▶ **EXERCISE OBJECTIVE**:
Return, word for word, the lines of the listing below from the one with "position:relative; width:1390px; height:1569px;" through the one with "font-size:20px; color:#ece7d9; font-weight:700", and no other lines.

▶ **RECORDS TO PROCESS**:
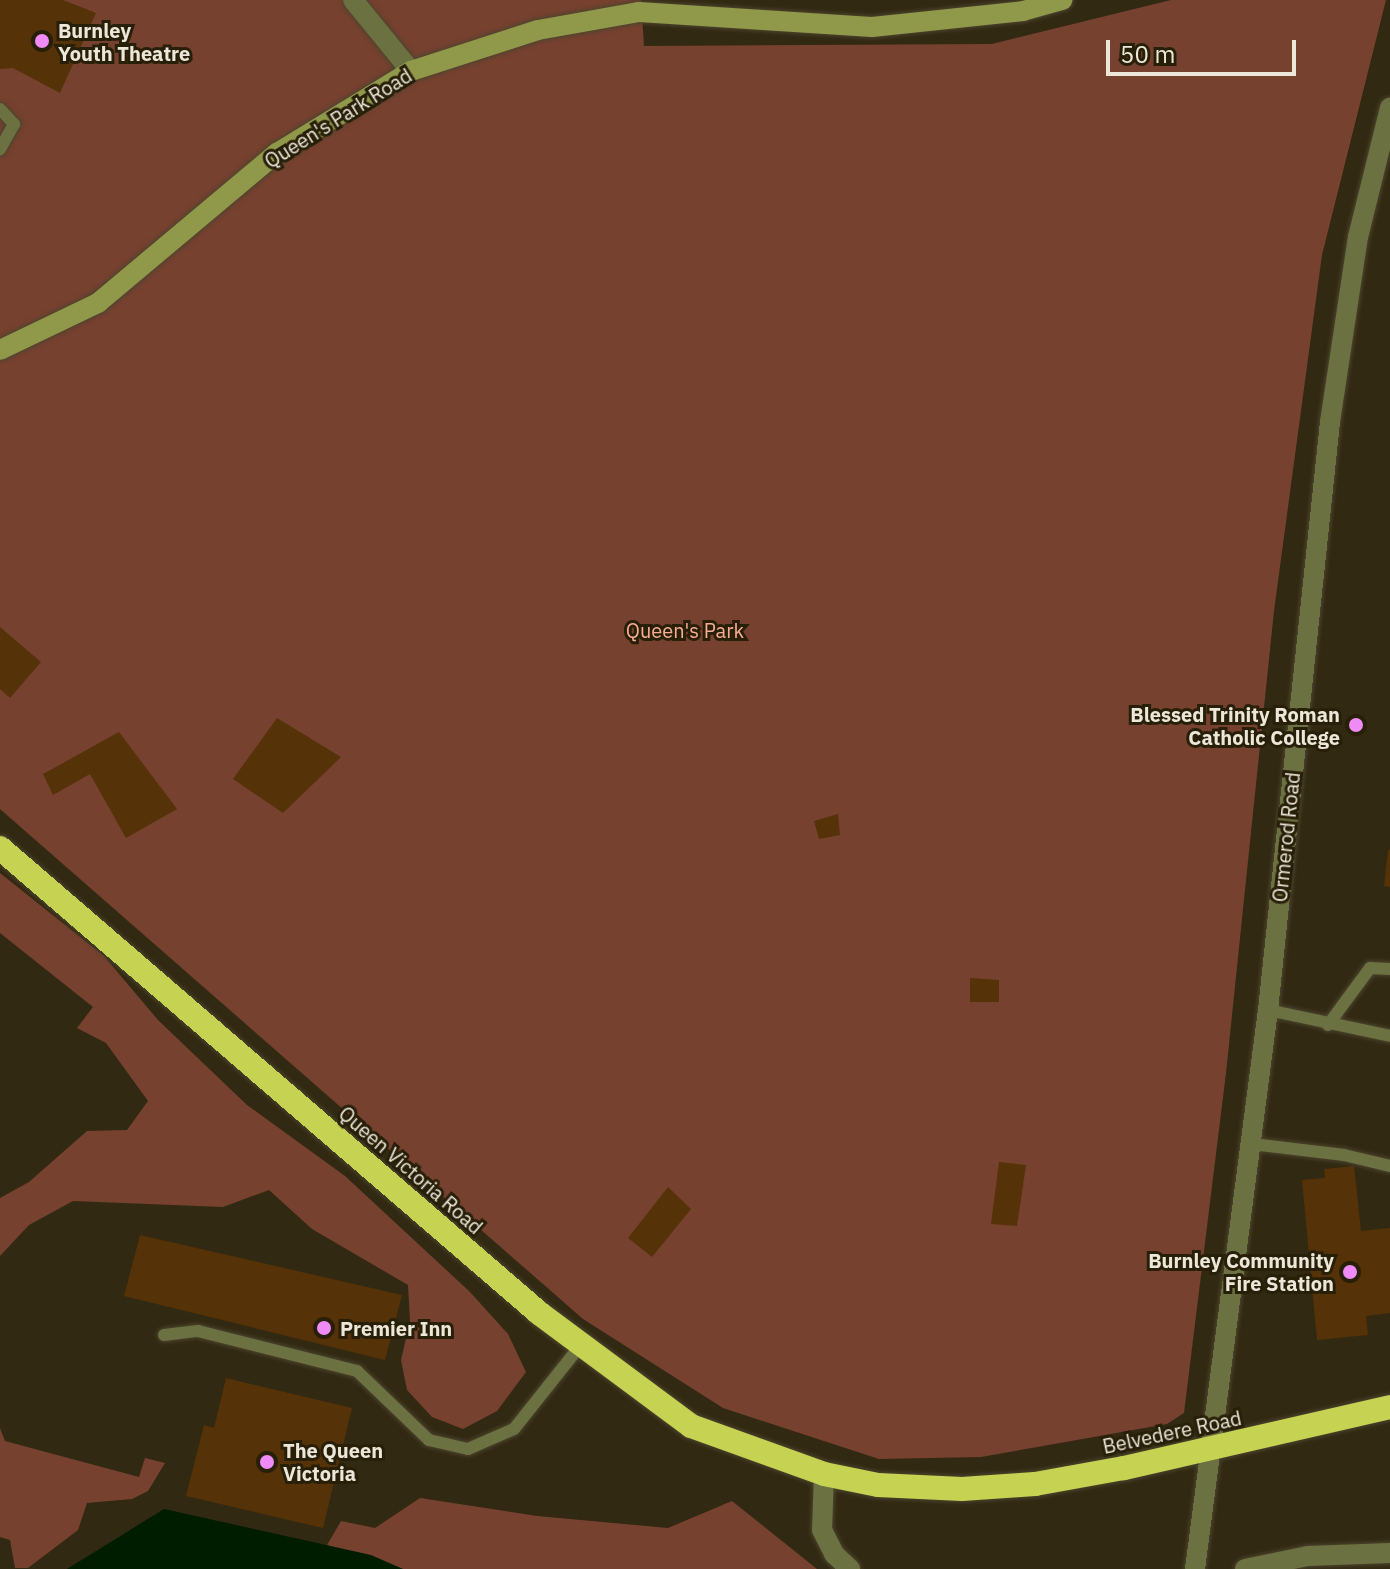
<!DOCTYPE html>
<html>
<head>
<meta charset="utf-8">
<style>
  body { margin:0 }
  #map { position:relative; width:1390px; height:1569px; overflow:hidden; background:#322912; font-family:"IBM Plex Sans",sans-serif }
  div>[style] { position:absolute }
  .green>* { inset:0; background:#77412f }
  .water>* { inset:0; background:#011d00 }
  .building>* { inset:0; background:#553208 }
  .roads { filter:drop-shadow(0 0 2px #4c442e) drop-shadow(0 0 2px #4c442e) }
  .lane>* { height:12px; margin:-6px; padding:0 6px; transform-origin:6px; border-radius:6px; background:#6b7141 }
  .street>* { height:20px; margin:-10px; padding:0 10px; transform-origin:10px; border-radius:10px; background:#6b7141 }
  .secondary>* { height:20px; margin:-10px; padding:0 10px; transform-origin:10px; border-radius:10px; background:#90984a }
  .highway>* { height:24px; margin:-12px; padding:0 12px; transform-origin:12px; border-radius:12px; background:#c6d352 }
  .dots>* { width:22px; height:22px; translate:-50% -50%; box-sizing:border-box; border:4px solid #281f08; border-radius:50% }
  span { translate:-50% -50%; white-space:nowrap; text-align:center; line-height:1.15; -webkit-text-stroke:6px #281f08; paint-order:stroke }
  .poi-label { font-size:20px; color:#ece7d9; font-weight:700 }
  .left { translate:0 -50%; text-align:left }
  .right { translate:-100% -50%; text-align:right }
  .street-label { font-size:20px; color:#ece7d9 }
  .park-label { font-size:20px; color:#f9ad93 }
  .scale { position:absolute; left:1106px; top:40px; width:190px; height:36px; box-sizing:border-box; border:4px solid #ece7d9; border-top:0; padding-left:10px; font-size:24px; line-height:28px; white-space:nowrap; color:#ece7d9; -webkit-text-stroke:6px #281f08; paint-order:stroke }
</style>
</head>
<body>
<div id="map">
  <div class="green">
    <i style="clip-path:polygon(0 0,641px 0,644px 46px,992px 44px,1171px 0,1386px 0,1322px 255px,1274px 611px,1226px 1073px,1184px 1413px,1167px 1424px,981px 1457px,879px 1459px,723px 1408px,583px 1319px,0 809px)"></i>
    <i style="clip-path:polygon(0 873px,104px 956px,158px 1020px,247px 1105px,345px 1176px,470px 1292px,508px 1334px,526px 1372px,497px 1411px,463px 1429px,432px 1417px,407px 1390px,401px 1360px,410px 1321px,408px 1285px,312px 1229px,269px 1190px,223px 1207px,73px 1201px,29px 1225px,0 1256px,0 1198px,29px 1182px,87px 1131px,127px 1130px,148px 1101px,106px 1043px,77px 1028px,93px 1007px,0 933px)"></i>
    <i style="clip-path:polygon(0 1428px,5px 1441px,139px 1477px,145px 1458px,165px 1463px,148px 1491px,132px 1499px,87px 1503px,78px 1530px,28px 1568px,15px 1568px,10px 1540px,0 1537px)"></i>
    <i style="clip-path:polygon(420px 1498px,537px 1516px,668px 1528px,732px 1501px,817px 1569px,403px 1569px,327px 1545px,341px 1521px,375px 1528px)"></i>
  </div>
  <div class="water">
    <i style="clip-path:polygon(164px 1509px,371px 1555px,403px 1569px,67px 1569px)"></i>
  </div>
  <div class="building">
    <i style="clip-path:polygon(0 0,63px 0,96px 13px,60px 93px,13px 68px,0 69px)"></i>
    <i style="clip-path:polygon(0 627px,41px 662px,10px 698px,0 689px)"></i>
    <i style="clip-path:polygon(277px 718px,341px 757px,283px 813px,233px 779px)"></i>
    <i style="clip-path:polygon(119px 732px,177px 809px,126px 838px,90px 774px,53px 795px,43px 774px)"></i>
    <i style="clip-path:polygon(838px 814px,840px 835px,819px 839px,814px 821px)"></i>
    <i style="clip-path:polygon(1388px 850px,1390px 850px,1390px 887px,1384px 886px)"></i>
    <i style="clip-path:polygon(970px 978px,999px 980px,999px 1002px,970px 1002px)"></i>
    <i style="clip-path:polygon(999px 1162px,1026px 1165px,1017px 1226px,991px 1224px)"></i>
    <i style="clip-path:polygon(1354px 1166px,1361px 1231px,1390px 1228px,1390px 1313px,1366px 1316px,1368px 1335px,1317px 1340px,1302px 1180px,1325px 1178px,1324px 1169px)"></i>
    <i style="clip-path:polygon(668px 1187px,691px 1209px,652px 1257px,628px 1238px)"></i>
    <i style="clip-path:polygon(140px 1235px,402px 1295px,385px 1360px,124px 1296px)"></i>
    <i style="clip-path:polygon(226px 1378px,352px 1408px,323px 1528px,186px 1496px,204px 1425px,214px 1428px)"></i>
  </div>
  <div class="roads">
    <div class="lane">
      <i style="left:0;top:109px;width:21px;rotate:47deg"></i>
      <i style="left:14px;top:124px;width:29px;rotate:119deg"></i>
      <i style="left:1268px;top:1010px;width:125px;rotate:12deg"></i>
      <i style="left:1328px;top:1025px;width:71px;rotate:-53.6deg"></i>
      <i style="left:1370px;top:968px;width:20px;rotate:3deg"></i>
      <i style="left:1252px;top:1144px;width:93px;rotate:6.8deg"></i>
      <i style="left:1344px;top:1155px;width:47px;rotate:13.4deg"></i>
      <i style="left:164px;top:1335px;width:34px;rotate:-7deg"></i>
      <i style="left:198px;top:1331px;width:164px;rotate:14.1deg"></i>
      <i style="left:357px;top:1371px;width:100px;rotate:43.8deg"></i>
      <i style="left:429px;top:1440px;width:40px;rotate:13deg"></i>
      <i style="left:468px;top:1449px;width:50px;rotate:-23.5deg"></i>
      <i style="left:514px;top:1429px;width:106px;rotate:-51.5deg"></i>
    </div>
    <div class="street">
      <i style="left:353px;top:0;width:92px;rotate:50.8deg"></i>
      <i style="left:824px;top:1474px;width:56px;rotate:92deg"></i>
      <i style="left:822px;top:1530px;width:27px;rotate:63deg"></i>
      <i style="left:834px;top:1554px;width:22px;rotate:43deg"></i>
      <i style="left:1195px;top:1569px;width:564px;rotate:-82.56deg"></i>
      <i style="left:1268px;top:1010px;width:591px;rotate:-83.98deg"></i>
      <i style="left:1330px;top:422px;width:187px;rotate:-81.4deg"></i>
      <i style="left:1358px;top:237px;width:133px;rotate:-76.1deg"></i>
      <i style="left:1245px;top:1569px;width:64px;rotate:-11.7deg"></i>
      <i style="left:1308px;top:1556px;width:82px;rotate:-2.1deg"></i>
    </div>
    <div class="secondary">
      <i style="left:0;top:350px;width:109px;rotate:-25.6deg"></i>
      <i style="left:98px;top:303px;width:234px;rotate:-40deg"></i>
      <i style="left:277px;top:153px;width:157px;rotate:-31.5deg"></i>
      <i style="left:411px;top:71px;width:133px;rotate:-17.9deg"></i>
      <i style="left:538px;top:30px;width:103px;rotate:-10.1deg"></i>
      <i style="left:639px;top:12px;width:233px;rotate:3.7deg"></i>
      <i style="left:872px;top:27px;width:152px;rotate:-6deg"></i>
      <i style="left:1023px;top:11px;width:41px;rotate:-15.8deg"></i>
    </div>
    <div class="highway">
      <i style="left:0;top:848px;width:712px;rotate:40.78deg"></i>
      <i style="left:539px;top:1313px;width:189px;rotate:36.6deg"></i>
      <i style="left:691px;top:1426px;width:141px;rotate:19.8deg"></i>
      <i style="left:824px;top:1474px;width:55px;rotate:11.5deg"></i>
      <i style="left:878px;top:1485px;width:84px;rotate:2.7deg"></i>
      <i style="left:962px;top:1489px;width:73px;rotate:-3.9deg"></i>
      <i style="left:1035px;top:1484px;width:90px;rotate:-10.2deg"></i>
      <i style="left:1124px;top:1468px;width:273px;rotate:-12.9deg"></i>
    </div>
  </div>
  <div class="dots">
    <i style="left:42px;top:41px;background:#ef8bf6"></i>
    <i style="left:1356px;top:725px;background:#ef8bf6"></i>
    <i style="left:1350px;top:1272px;background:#ef8bf6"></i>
    <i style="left:324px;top:1328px;background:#ef8bf6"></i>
    <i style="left:267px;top:1462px;background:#ef8bf6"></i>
  </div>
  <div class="poi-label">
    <span class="left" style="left:58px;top:42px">Burnley<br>Youth Theatre</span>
    <span class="right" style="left:1340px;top:726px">Blessed Trinity Roman<br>Catholic College</span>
    <span class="right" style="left:1334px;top:1272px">Burnley Community<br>Fire Station</span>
    <span class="left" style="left:340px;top:1328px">Premier Inn</span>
    <span class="left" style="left:283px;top:1462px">The Queen<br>Victoria</span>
  </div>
  <div class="street-label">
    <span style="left:338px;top:118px;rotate:-32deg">Queen's Park Road</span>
    <span style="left:1286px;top:837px;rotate:-84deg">Ormerod Road</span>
    <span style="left:411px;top:1170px;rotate:41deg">Queen Victoria Road</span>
    <span style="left:1172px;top:1432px;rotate:-12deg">Belvedere Road</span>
  </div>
  <div class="park-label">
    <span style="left:685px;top:630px">Queen's Park</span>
  </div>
  <div class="scale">50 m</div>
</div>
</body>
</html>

▶ **RESULT BELOW**:
  #map { position:relative; width:1390px; height:1569px; overflow:hidden; background:#322912; font-family:"IBM Plex Sans",sans-serif }
  div>[style] { position:absolute }
  .green>* { inset:0; background:#77412f }
  .water>* { inset:0; background:#011d00 }
  .building>* { inset:0; background:#553208 }
  .roads { filter:drop-shadow(0 0 2px #4c442e) drop-shadow(0 0 2px #4c442e) }
  .lane>* { height:12px; margin:-6px; padding:0 6px; transform-origin:6px; border-radius:6px; background:#6b7141 }
  .street>* { height:20px; margin:-10px; padding:0 10px; transform-origin:10px; border-radius:10px; background:#6b7141 }
  .secondary>* { height:20px; margin:-10px; padding:0 10px; transform-origin:10px; border-radius:10px; background:#90984a }
  .highway>* { height:24px; margin:-12px; padding:0 12px; transform-origin:12px; border-radius:12px; background:#c6d352 }
  .dots>* { width:22px; height:22px; translate:-50% -50%; box-sizing:border-box; border:4px solid #281f08; border-radius:50% }
  span { translate:-50% -50%; white-space:nowrap; text-align:center; line-height:1.15; -webkit-text-stroke:6px #281f08; paint-order:stroke }
  .poi-label { font-size:20px; color:#ece7d9; font-weight:700 }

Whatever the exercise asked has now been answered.